**REQUIRED WORK**
Among the lines of the records below, count those with the word "shadow". Reply with that number alone.

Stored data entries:
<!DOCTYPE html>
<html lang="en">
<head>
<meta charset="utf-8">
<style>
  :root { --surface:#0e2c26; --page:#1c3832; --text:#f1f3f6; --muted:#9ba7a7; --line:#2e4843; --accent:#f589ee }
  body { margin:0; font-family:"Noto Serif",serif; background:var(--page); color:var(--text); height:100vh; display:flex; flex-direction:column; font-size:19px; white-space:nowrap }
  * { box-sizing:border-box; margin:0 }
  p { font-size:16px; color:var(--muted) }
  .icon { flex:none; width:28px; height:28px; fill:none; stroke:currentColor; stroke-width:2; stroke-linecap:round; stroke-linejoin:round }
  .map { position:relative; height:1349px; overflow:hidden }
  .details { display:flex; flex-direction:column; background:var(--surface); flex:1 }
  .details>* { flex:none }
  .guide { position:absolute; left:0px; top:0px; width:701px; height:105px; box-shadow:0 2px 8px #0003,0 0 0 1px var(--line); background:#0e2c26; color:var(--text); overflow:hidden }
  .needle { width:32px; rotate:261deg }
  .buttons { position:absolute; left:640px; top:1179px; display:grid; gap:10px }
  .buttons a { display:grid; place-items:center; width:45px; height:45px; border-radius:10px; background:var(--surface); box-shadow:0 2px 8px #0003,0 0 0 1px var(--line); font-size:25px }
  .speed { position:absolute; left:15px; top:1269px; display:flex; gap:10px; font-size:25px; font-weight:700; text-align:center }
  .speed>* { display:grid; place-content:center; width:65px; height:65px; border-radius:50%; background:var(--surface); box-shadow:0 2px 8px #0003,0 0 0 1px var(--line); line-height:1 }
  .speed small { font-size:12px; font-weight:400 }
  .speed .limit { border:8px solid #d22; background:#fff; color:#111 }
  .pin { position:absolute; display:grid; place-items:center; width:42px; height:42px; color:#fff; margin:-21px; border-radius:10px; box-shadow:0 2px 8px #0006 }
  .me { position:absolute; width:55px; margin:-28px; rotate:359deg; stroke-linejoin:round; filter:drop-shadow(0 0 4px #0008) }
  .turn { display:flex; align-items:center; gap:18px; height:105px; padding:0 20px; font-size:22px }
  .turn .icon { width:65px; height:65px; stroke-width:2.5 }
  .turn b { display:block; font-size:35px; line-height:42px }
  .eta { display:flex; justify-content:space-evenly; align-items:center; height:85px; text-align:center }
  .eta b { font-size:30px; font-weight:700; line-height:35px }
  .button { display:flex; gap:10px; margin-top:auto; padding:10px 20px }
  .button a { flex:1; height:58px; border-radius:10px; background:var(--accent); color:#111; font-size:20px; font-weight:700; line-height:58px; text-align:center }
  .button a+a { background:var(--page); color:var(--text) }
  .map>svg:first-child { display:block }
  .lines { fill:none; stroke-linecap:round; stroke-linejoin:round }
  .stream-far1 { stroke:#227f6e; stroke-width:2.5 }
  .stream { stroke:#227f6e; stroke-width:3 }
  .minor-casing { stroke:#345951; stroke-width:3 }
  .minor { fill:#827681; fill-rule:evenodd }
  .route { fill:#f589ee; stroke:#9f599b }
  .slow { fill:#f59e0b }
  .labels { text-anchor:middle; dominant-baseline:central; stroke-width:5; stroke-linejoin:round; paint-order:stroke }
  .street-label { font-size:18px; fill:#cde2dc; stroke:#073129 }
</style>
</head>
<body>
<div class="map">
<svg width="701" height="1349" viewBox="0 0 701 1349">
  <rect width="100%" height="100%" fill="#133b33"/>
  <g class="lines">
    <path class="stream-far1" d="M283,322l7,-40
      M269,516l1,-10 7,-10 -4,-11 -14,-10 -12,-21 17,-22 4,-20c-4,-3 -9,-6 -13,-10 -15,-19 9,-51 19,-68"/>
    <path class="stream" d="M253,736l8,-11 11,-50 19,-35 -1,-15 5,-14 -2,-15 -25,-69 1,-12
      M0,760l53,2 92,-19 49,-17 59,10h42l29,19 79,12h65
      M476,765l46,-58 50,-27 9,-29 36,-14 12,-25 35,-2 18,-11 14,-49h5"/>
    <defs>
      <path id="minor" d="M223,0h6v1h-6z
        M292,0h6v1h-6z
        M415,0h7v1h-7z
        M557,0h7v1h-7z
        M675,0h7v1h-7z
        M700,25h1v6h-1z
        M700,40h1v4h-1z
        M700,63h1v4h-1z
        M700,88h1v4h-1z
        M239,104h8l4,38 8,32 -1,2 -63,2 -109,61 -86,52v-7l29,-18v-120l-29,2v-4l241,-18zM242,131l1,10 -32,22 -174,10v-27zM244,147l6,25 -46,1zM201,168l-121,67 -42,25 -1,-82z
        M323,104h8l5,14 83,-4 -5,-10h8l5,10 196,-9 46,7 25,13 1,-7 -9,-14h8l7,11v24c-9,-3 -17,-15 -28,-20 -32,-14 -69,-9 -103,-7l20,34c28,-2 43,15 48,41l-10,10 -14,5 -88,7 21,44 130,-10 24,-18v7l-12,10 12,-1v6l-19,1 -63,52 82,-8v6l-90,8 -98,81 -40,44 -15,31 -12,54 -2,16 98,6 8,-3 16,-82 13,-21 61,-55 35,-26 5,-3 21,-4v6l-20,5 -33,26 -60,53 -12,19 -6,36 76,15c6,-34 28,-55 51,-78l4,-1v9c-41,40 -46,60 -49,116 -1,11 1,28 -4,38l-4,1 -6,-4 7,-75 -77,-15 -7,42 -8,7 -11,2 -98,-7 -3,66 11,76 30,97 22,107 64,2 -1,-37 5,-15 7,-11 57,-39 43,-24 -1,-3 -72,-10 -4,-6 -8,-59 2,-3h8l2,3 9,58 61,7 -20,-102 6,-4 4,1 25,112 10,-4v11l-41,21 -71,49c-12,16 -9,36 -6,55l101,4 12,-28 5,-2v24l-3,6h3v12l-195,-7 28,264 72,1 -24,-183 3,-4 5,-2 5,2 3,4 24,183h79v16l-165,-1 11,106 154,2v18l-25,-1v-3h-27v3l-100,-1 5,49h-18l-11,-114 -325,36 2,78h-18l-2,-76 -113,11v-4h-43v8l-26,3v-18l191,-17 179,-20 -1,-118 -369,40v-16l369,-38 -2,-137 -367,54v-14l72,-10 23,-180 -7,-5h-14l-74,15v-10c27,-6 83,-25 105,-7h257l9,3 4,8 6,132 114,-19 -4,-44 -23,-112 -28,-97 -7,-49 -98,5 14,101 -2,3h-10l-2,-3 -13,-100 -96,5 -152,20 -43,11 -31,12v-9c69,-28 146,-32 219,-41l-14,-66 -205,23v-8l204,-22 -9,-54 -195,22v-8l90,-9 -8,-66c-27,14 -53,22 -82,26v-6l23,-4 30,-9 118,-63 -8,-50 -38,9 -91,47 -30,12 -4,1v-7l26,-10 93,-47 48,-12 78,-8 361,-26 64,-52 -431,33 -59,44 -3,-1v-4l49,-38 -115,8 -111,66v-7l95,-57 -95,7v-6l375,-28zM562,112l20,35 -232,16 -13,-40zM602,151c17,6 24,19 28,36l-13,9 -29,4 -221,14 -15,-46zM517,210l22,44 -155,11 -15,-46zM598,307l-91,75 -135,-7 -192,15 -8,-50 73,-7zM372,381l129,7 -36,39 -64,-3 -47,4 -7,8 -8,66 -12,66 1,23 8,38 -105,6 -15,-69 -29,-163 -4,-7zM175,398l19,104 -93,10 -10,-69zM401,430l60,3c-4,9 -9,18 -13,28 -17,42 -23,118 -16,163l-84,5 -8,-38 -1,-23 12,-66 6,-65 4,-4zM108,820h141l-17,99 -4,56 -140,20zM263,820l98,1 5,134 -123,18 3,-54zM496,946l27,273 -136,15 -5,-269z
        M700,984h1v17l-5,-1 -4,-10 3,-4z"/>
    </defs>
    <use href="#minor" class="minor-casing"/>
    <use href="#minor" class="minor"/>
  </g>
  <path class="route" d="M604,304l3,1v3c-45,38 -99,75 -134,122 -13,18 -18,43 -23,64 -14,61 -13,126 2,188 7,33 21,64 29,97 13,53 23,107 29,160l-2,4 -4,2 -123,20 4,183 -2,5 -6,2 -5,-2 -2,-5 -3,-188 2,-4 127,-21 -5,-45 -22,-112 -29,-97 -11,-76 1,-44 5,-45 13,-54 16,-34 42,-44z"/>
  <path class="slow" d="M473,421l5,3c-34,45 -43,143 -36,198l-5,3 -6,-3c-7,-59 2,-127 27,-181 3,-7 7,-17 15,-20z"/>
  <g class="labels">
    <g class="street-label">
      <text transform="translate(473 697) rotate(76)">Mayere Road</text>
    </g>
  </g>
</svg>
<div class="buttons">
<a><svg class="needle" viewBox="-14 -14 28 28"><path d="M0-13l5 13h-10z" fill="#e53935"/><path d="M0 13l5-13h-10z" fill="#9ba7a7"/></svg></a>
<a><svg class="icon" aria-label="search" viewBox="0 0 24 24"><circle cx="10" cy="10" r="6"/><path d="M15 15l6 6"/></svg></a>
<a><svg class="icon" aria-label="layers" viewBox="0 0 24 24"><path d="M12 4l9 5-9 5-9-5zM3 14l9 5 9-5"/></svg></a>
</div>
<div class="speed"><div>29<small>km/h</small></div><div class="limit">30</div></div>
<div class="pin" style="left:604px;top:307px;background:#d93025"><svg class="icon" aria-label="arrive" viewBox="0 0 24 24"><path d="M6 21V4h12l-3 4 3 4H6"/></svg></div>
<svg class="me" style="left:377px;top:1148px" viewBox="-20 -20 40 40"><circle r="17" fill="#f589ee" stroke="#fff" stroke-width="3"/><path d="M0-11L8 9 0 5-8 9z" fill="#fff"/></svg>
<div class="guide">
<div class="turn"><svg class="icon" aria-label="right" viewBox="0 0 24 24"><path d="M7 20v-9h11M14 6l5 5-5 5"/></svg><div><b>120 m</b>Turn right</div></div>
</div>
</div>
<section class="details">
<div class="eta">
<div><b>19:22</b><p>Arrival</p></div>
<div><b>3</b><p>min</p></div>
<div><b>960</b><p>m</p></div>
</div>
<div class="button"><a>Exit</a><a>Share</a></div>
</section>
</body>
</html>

**EXERCISE ANSWER**
5